Crown posts profit downturn

Crown Resorts posted a 11 per cent dive in its net profit this year, with chief executive Ken Barton flagging coronavirus as a reason for soft trade. 

The casino operator stated its main floor gaming and non-gaming revenues were higher in Perth before the coronavirus outbreak. 

"Crown has recently experienced softer trading conditions as a result of travel restrictions and general community uncertainty in response to Covid-19 [coronavirus], particularly over the Lunar New Year period," Barton said of the results. 

Australian tourism businesses falter

Inbound tourism businesses have been hit by the virus outbreak, with visitors unable to travel to the country due to flight bans. 

Kee Guan-Saw, partner at Melbourne accounting firm, KST Partners, told Yahoo Finance one of his client’s tourism businesses has been hit dramatically.
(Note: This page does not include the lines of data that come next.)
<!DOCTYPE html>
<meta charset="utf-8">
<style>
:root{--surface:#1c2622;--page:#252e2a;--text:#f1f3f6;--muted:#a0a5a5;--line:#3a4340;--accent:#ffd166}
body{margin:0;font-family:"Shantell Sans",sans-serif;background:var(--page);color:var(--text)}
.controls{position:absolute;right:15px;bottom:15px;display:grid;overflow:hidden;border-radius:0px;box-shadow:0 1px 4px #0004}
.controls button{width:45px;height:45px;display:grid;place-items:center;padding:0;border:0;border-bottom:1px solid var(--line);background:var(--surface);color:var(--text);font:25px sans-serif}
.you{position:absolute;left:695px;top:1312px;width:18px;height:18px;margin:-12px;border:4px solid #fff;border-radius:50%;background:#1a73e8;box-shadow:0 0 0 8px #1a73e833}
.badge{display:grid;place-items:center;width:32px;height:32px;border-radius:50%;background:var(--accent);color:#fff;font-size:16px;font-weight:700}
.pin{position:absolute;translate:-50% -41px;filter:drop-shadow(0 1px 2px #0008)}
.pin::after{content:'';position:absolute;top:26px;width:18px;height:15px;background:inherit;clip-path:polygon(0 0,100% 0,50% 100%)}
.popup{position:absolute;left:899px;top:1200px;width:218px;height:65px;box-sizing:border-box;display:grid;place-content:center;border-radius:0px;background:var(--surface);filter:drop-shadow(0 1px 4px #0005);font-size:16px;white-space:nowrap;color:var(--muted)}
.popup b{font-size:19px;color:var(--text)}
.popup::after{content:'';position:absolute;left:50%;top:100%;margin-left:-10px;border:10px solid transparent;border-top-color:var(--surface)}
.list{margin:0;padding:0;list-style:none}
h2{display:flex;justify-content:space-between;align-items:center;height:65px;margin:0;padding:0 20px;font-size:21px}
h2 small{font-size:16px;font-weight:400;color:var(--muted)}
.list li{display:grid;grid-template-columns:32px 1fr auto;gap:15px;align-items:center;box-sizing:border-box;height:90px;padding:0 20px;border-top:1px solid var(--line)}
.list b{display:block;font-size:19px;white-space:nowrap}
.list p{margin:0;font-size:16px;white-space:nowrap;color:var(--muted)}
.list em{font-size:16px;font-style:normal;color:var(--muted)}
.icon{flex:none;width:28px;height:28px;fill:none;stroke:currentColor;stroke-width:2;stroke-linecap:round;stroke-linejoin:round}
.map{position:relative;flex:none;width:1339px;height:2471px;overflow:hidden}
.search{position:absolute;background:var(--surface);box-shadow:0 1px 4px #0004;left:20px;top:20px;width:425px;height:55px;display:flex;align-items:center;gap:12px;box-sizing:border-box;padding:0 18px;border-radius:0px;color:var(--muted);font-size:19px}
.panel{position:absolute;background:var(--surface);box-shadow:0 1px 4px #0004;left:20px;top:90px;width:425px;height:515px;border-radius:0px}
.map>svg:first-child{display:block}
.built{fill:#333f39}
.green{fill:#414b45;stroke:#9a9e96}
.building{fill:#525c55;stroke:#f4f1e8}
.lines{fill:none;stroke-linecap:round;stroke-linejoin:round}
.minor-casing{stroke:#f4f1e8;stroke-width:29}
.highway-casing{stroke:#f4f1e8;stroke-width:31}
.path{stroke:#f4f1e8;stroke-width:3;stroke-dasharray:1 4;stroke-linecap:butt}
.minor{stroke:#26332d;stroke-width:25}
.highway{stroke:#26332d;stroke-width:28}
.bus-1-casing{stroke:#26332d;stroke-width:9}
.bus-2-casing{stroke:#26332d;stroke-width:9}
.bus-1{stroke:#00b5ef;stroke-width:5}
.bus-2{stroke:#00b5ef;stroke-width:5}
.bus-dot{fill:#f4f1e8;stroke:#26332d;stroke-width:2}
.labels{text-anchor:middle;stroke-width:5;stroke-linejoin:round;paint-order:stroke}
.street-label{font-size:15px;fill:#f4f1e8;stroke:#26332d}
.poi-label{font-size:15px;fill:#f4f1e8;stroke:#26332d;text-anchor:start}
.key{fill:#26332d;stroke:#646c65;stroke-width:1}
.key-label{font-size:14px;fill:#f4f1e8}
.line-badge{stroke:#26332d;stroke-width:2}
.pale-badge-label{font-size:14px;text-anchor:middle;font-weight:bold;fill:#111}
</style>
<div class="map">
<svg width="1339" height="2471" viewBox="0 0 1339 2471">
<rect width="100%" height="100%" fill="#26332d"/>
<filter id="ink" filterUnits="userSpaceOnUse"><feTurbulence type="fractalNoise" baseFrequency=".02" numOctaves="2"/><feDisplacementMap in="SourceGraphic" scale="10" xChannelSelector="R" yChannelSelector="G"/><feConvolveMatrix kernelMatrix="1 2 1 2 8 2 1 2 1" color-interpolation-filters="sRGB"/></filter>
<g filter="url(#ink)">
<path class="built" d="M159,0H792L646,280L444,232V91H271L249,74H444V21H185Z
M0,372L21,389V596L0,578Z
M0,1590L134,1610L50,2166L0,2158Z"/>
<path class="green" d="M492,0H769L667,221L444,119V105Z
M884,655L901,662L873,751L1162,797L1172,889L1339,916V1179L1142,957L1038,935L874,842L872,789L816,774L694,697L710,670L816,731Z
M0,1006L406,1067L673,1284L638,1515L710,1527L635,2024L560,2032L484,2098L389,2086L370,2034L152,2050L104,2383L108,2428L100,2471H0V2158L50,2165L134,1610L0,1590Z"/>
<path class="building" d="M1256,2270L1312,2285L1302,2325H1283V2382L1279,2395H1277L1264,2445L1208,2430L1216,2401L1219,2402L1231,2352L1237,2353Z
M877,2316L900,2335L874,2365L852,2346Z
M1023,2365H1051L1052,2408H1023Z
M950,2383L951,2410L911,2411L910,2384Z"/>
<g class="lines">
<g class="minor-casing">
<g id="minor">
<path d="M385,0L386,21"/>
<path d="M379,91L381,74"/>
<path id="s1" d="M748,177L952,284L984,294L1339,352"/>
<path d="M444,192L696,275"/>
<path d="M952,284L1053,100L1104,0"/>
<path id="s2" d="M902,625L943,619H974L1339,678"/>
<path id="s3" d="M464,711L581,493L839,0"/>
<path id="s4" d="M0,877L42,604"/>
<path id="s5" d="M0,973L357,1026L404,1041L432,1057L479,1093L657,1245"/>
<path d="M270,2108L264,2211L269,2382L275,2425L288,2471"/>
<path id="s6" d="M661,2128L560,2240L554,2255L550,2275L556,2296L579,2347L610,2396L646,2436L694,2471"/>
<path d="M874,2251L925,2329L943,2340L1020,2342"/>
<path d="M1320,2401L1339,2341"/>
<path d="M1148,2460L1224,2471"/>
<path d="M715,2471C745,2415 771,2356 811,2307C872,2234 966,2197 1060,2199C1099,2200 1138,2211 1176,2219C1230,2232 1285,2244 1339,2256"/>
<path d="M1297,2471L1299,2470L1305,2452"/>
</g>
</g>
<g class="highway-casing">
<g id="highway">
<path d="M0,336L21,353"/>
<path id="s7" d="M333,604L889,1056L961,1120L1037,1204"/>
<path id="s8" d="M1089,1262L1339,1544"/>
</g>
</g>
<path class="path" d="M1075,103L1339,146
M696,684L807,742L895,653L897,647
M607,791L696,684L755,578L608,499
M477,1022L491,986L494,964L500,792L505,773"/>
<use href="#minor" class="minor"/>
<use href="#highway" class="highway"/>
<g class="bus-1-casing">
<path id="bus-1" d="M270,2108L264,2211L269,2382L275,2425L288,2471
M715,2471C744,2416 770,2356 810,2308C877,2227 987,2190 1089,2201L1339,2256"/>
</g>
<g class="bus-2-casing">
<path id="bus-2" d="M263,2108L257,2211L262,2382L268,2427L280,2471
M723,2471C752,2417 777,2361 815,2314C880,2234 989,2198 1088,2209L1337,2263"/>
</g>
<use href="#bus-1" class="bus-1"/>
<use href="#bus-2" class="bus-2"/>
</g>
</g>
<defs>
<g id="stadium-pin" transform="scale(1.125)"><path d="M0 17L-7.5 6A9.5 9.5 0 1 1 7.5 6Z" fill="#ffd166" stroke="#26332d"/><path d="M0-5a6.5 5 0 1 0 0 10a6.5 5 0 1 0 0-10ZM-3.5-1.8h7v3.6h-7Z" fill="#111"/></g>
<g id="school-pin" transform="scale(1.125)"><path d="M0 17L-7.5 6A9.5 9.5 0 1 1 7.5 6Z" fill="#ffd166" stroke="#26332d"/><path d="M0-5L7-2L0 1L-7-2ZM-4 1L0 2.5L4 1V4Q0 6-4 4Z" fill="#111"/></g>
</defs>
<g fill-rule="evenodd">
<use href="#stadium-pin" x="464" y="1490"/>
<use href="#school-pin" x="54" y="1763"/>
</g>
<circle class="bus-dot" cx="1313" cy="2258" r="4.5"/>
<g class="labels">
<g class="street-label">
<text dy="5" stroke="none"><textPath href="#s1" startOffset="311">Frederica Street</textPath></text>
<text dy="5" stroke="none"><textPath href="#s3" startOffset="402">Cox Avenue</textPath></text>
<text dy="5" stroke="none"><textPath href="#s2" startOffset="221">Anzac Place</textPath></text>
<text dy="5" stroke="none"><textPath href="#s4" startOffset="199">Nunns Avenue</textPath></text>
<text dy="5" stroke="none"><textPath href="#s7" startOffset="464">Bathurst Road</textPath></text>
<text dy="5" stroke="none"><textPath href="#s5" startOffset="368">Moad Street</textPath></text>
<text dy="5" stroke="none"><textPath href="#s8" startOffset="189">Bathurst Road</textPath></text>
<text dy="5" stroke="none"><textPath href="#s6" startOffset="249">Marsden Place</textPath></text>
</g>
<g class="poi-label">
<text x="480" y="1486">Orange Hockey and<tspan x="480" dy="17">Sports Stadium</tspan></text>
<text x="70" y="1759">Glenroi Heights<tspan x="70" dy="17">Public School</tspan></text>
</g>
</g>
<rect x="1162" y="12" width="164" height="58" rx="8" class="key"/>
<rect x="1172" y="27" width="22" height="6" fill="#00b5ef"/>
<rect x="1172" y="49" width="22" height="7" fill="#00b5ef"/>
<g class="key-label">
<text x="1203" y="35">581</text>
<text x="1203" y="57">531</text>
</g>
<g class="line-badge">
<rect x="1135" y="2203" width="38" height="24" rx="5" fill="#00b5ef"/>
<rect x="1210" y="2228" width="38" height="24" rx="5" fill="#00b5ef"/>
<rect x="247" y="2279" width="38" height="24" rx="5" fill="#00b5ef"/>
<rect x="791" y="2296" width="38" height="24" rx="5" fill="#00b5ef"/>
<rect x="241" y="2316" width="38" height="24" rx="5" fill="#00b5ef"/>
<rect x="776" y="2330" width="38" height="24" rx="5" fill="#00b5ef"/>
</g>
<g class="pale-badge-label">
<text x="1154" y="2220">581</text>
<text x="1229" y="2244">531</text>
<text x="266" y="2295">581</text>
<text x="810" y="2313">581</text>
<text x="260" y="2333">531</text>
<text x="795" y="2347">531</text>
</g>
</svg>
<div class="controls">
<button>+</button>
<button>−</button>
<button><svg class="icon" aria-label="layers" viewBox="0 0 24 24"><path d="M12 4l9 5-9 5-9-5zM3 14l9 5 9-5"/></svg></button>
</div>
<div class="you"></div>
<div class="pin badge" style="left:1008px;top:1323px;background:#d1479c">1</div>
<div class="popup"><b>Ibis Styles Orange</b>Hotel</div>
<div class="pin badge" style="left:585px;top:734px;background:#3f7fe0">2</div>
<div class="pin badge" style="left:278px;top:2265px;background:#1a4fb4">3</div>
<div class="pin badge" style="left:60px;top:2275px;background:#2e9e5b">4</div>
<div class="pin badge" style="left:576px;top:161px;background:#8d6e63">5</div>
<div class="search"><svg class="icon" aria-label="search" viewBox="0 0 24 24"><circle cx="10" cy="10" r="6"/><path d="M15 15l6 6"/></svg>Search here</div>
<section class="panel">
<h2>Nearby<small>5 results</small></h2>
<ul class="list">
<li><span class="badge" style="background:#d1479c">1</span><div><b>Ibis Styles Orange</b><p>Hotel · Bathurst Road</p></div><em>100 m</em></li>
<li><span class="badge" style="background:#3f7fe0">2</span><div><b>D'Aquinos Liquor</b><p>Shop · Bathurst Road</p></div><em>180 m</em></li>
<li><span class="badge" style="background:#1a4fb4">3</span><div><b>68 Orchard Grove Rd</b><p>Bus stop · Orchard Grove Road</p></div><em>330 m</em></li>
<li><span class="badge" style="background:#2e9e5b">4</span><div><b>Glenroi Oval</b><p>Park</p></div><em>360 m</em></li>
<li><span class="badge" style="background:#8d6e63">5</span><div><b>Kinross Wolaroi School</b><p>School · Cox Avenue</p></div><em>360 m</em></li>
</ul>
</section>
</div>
“The business is trying to get back deposits worth hundreds of thousands of dollars from hotels and various attractions. If they’re successful they will be okay, but if not then the business will suffer,” Guan-Saw said.

“And looking forward, if the coronavirus endures and the federal government issues a full travel ban, many businesses like this will be devastated.”

Sydney’s Big Bus Tours also flagged virus concerns with Yahoo Finance.

“Big Bus is committed to supporting domestic and global travel. Although we are experiencing some short-term softness in international demand as a result of the Australian bush fires and Coronavirus, Big Bus is still seeing good growth globally across its diverse portfolio of 23 world cities,” a spokesperson said.

Restaurants have also been feeling the pinch of the virus, prompting the launch of a social media campaign called #IWillEatWithYou to boost tourism to Chinese eateries across the nation.